Who Are You?

Ah, The Who. They're coming in April 2015. Want to see them!!

Anyways...

That brings me to today's musing. We spend most of our adolescent and early adult years figuring out not only the ways of the world but who the fuck we are. Where do we fit in? What do we want to accomplish? Who do we want to spend our time with? What do we want to spend our time doing? What's important to us? What feels right? What feels wrong? What makes us happy? What makes us sad or angry? What makes us wanna kill ourselves? What makes us feel alive? How can we do everything we want if we don't have money? How can we make money is we don't have a job? Why are we working at this job we hate?  Oh yeah...so we can do things we want to do. But when will we ever have the time?
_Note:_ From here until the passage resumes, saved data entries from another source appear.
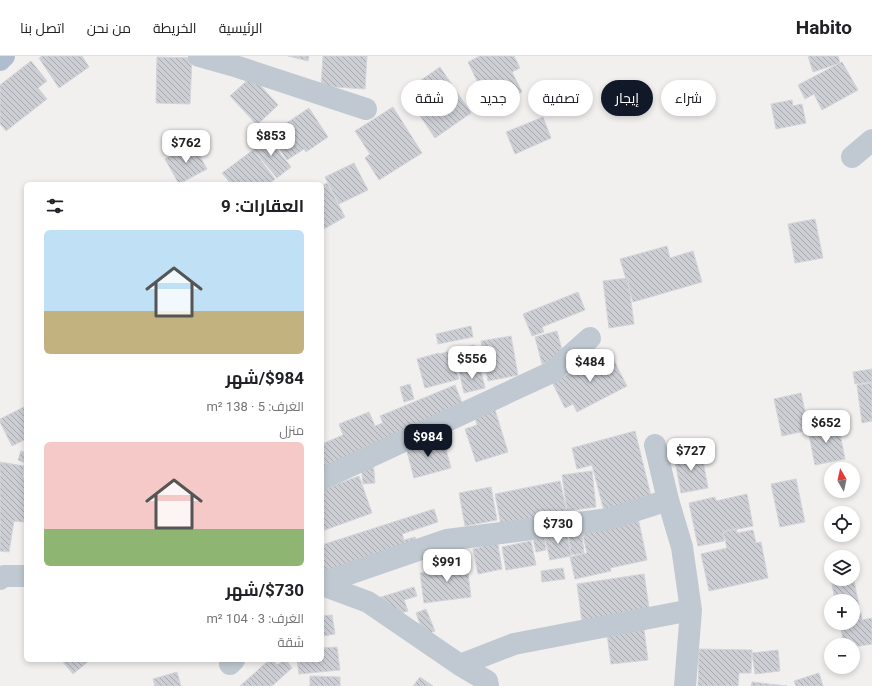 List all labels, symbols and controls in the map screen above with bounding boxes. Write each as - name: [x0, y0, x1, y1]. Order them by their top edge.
- text: Habito: [796, 16, 852, 39]
- text: اتصل بنا: [20, 20, 65, 36]
- text: من نحن: [87, 20, 131, 36]
- text: الخريطة: [153, 20, 197, 36]
- text: الرئيسية: [219, 20, 263, 36]
- chip: شقة: [401, 80, 458, 116]
- chip: جديد: [466, 80, 520, 116]
- chip: تصفية: [528, 80, 593, 116]
- chip: إيجار: [601, 80, 653, 116]
- chip: شراء: [661, 80, 716, 116]
- pin: $853: [247, 123, 295, 157]
- text: $853: [256, 128, 286, 143]
- pin: $762: [162, 130, 210, 164]
- text: $762: [171, 135, 201, 150]
- icon: filters: [44, 195, 66, 217]
- text: العقارات: 9: [221, 196, 304, 216]
- icon: home: [138, 256, 210, 328]
- pin: $556: [448, 346, 496, 380]
- pin: $484: [566, 349, 614, 383]
- text: $556: [457, 351, 487, 366]
- text: $484: [575, 354, 605, 369]
- text: $984/شهر: [225, 368, 304, 388]
- text: الغرف: 5 · 138 m²: [206, 399, 304, 414]
- pin: $652: [802, 410, 850, 444]
- text: $652: [811, 415, 841, 430]
- text: منزل: [279, 423, 304, 438]
- pin: $984: [404, 424, 452, 458]
- text: $984: [413, 429, 443, 444]
- pin: $727: [667, 438, 715, 472]
- text: $727: [676, 443, 706, 458]
- north arrow: [824, 462, 860, 498]
- map controls: [824, 462, 860, 674]
- icon: home: [138, 468, 210, 540]
- button: locate: [824, 506, 860, 542]
- pin: $730: [534, 511, 582, 545]
- text: $730: [543, 516, 573, 531]
- pin: $991: [423, 549, 471, 583]
- button: layers: [824, 550, 860, 586]
- text: $991: [432, 554, 462, 569]
- text: $730/شهر: [225, 580, 304, 600]
- button: +: [824, 594, 860, 630]
- text: الغرف: 3 · 104 m²: [206, 611, 304, 626]
- text: شقة: [277, 635, 304, 650]
- button: −: [824, 638, 860, 674] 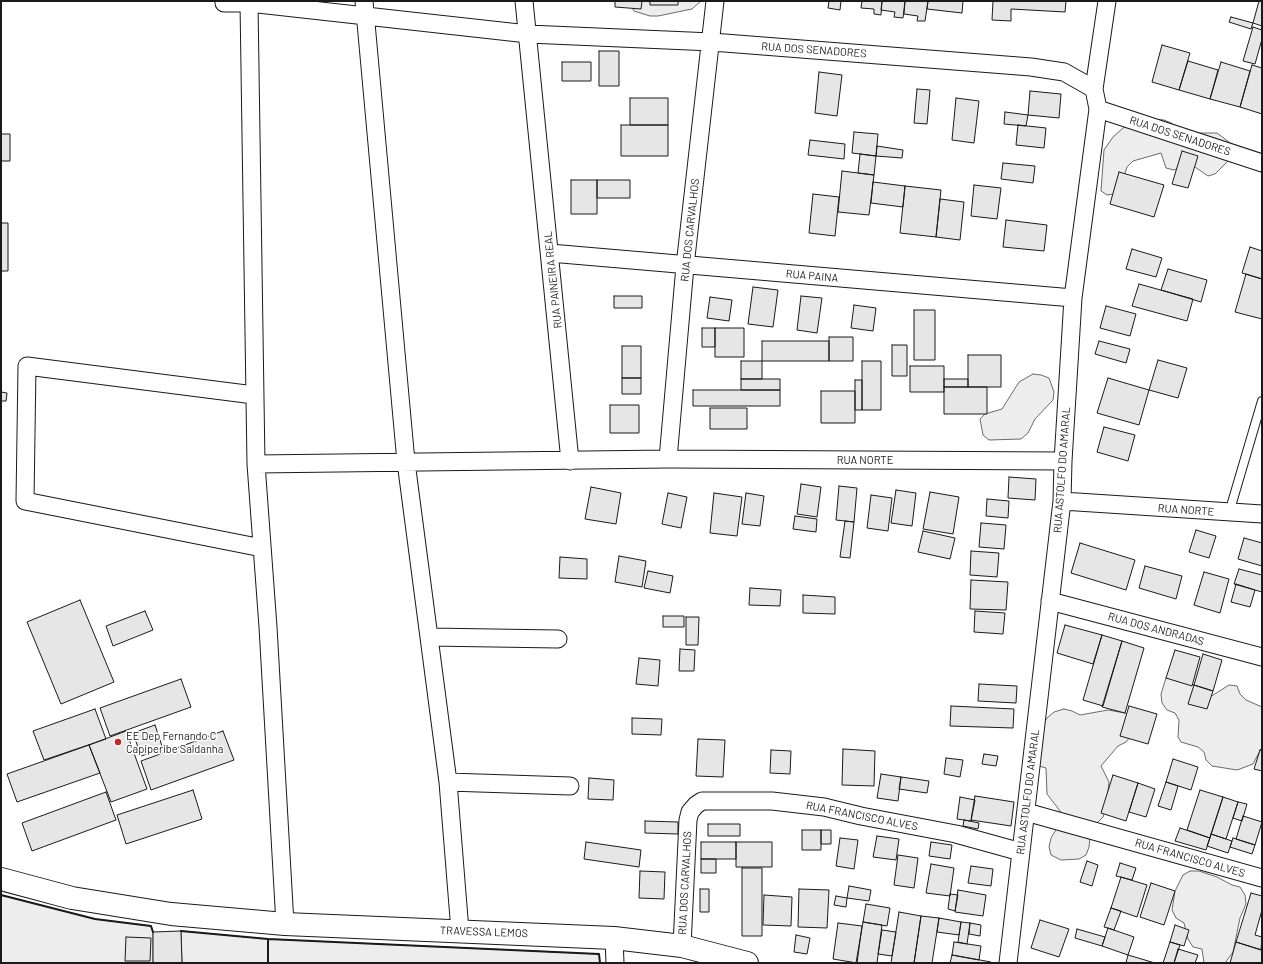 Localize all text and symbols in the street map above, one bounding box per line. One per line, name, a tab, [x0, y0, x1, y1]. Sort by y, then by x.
street label: RUA DOS SENADORES	[761, 40, 867, 60]
street label: RUA DOS SENADORES	[1128, 113, 1232, 159]
street label: RUA DOS CARVALHOS	[678, 178, 702, 282]
street label: RUA PAINEIRA REAL	[541, 231, 565, 329]
street label: RUA PAINA	[785, 267, 839, 285]
street label: RUA ASTOLFO DO AMARAL	[1051, 407, 1073, 533]
street label: RUA NORTE	[837, 453, 893, 467]
street label: RUA NORTE	[1157, 501, 1215, 519]
street label: RUA DOS ANDRADAS	[1107, 610, 1205, 648]
place label: EE Dep Fernando C Capiperibe Saldanha	[126, 729, 223, 755]
street label: RUA ASTOLFO DO AMARAL	[1014, 729, 1042, 855]
marker: EE Dep Fernando C Capiperibe Saldanha	[113, 737, 123, 747]
street label: RUA FRANCISCO ALVES	[805, 799, 919, 833]
street label: RUA DOS CARVALHOS	[676, 831, 694, 935]
street label: RUA FRANCISCO ALVES	[1133, 836, 1247, 880]
street label: TRAVESSA LEMOS	[440, 924, 528, 940] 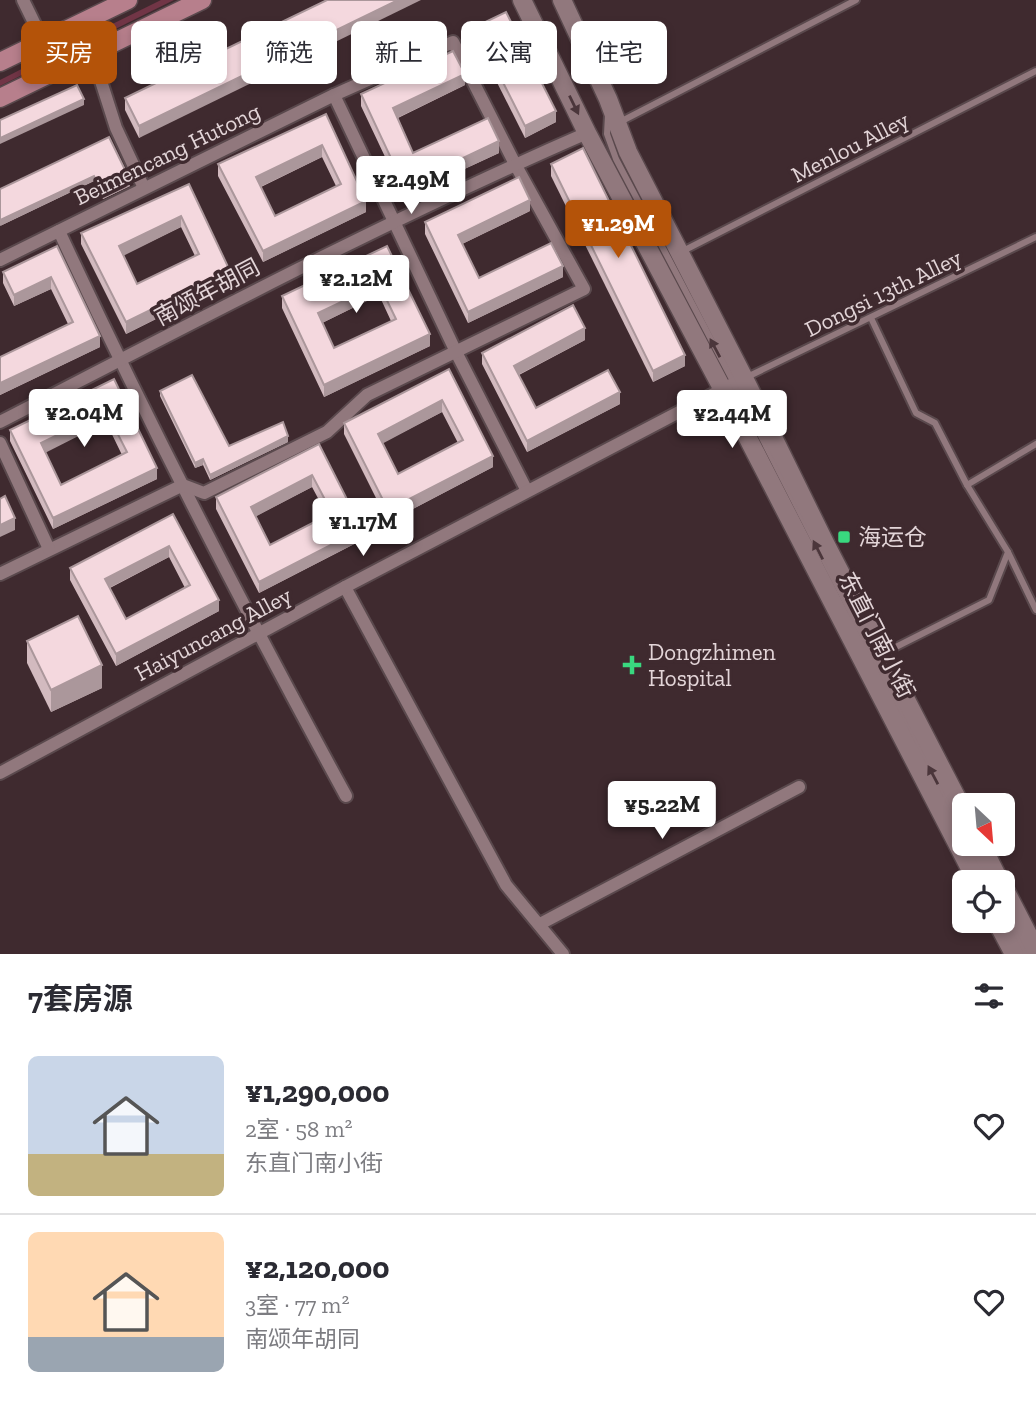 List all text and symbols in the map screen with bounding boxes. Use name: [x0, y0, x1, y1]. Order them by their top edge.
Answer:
chip: 买房: [21, 21, 117, 84]
chip: 租房: [131, 21, 227, 84]
chip: 筛选: [241, 21, 337, 84]
chip: 新上: [351, 21, 447, 84]
chip: 公寓: [461, 21, 557, 84]
chip: 住宅: [571, 21, 667, 84]
one-way arrow: [568, 95, 579, 115]
street label: Beimencang Hutong: [69, 97, 265, 211]
street label: Menlou Alley: [786, 105, 914, 189]
pin: ¥2.49M: [354, 156, 468, 216]
text: ¥2.49M: [372, 165, 450, 193]
pin: ¥1.29M: [561, 201, 675, 260]
text: ¥1.29M: [581, 209, 655, 237]
street label: Dongsi 13th Alley: [800, 243, 966, 343]
street label: 南颂年胡同: [150, 253, 264, 331]
pin: ¥2.12M: [299, 256, 413, 315]
text: ¥2.12M: [319, 264, 393, 292]
one-way arrow: [709, 338, 721, 358]
pin: ¥2.04M: [27, 390, 141, 449]
pin: ¥2.44M: [675, 391, 789, 450]
text: ¥2.04M: [45, 398, 123, 426]
text: ¥2.44M: [693, 399, 771, 427]
pin: ¥1.17M: [306, 498, 420, 558]
text: ¥1.17M: [328, 507, 398, 535]
place label: 海运仓: [858, 523, 927, 551]
marker: 海运仓: [836, 529, 852, 545]
one-way arrow: [813, 540, 824, 560]
street label: 东直门南小街: [833, 567, 921, 703]
street label: Haiyuncang Alley: [130, 581, 296, 687]
place label: Dongzhimen Hospital: [648, 638, 776, 692]
marker: Dongzhimen Hospital: [622, 655, 642, 675]
one-way arrow: [927, 765, 938, 785]
pin: ¥5.22M: [605, 782, 719, 841]
text: ¥5.22M: [624, 790, 700, 818]
north arrow: [952, 793, 1015, 856]
map controls: [952, 793, 1015, 933]
button: locate: [952, 870, 1015, 933]
icon: filters: [970, 977, 1008, 1015]
text: 7套房源: [28, 981, 133, 1017]
text: ¥1,290,000: [245, 1074, 390, 1110]
icon: home: [84, 1084, 168, 1168]
icon: heart: [970, 1107, 1008, 1145]
text: 2室 · 58 m²: [245, 1115, 353, 1143]
text: 东直门南小街: [245, 1149, 383, 1177]
text: ¥2,120,000: [245, 1250, 390, 1286]
icon: home: [84, 1260, 168, 1344]
icon: heart: [970, 1283, 1008, 1321]
text: 3室 · 77 m²: [245, 1291, 349, 1319]
text: 南颂年胡同: [245, 1325, 360, 1353]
It can be overwhelming enough to send us into an apathetic stupor. I don't know what I want so I'll be content with nothing. Trust me, I've been there. I still get in that mode sometimes. It sucks. It makes me doubt the significance of my existence and makes me wonder why I'm still here.

In order to break out of that mode, I've done things like take drugs, both prescription and recreational. The recreational ones work for a little while but typically leave me feeling a little worse than before. The prescription ones only started working once I started to become more spiritual again, something I abandoned for a time, listen to my inner voice and find my footing on the path I found myself on.

I've had days where I'll wake up and think, "How the hell did I get here?" Sometimes it's a good thing, sometimes not so much. I felt like I drifted through my late teens and early twenties in a daze. I guess I'm technically still in my early twenties...not for long though. 25 in December. What. The. Fuck.

I'm shocked and amazed that I'm still here. But I know it's for a reason, and it had better be a damn good one. The point is, I'm still trying to figure out my purpose. How can you know what your purpose is if you're not even entirely sure who you are though? You make a list of what you do know, that's how.

So here's what I know about myself:
-I like having "deep" conversations, about life, the universe, spirituality, music, art, and yeah, feelings. Sue me.
-I love to read, though I don't make nearly enough time to do so these days outside of self help articles and short stories for class. New goal: read a motherfucking novel ASAP.
-I'm indecisive. My head will tell me one thing and my heart will tell me another. Very seldom do they agree, but when they do, it's magical.
-I have a disgustingly high tolerance for bullshit because I always want to see the best in people, even when they prove me wrong time and time again. BUT
-I'm beginning to come around to the idea that "People are bastard coated bastards with bastard filling." -Dr. Cox
-Still, we should love everyone because we're only human.
-Only human? We're the most capable beings on the planet of reasoning and yet we kill, rape and pillage each other and Mother Earth. Yep. Bastard coated bastards.
-I am at constant odds with myself. I have vices. Namely cigarettes. I crave them but they could damn well lead to diseases that will kill me.
-Everyone's gotta die somehow though. Fuck it.
-Just kidding. I need to quit eventually. Not being able to breathe or sing scares the hell out of me.
-Sometimes I have conversations with myself in the mirror a la Smeagol/Gollum. Don't judge me, you bastard!
-I am attracted to both men and women but vaginas gross me out. Sorry, ladies. I know you're all heart broken.
-If money were no object, I'd travel around Europe and South America and pick up as much of every language as possible.
-When travel got to be too much, I'd settle down somewhere mountainous, surround myself with people who aren't too bastardy and write about it all.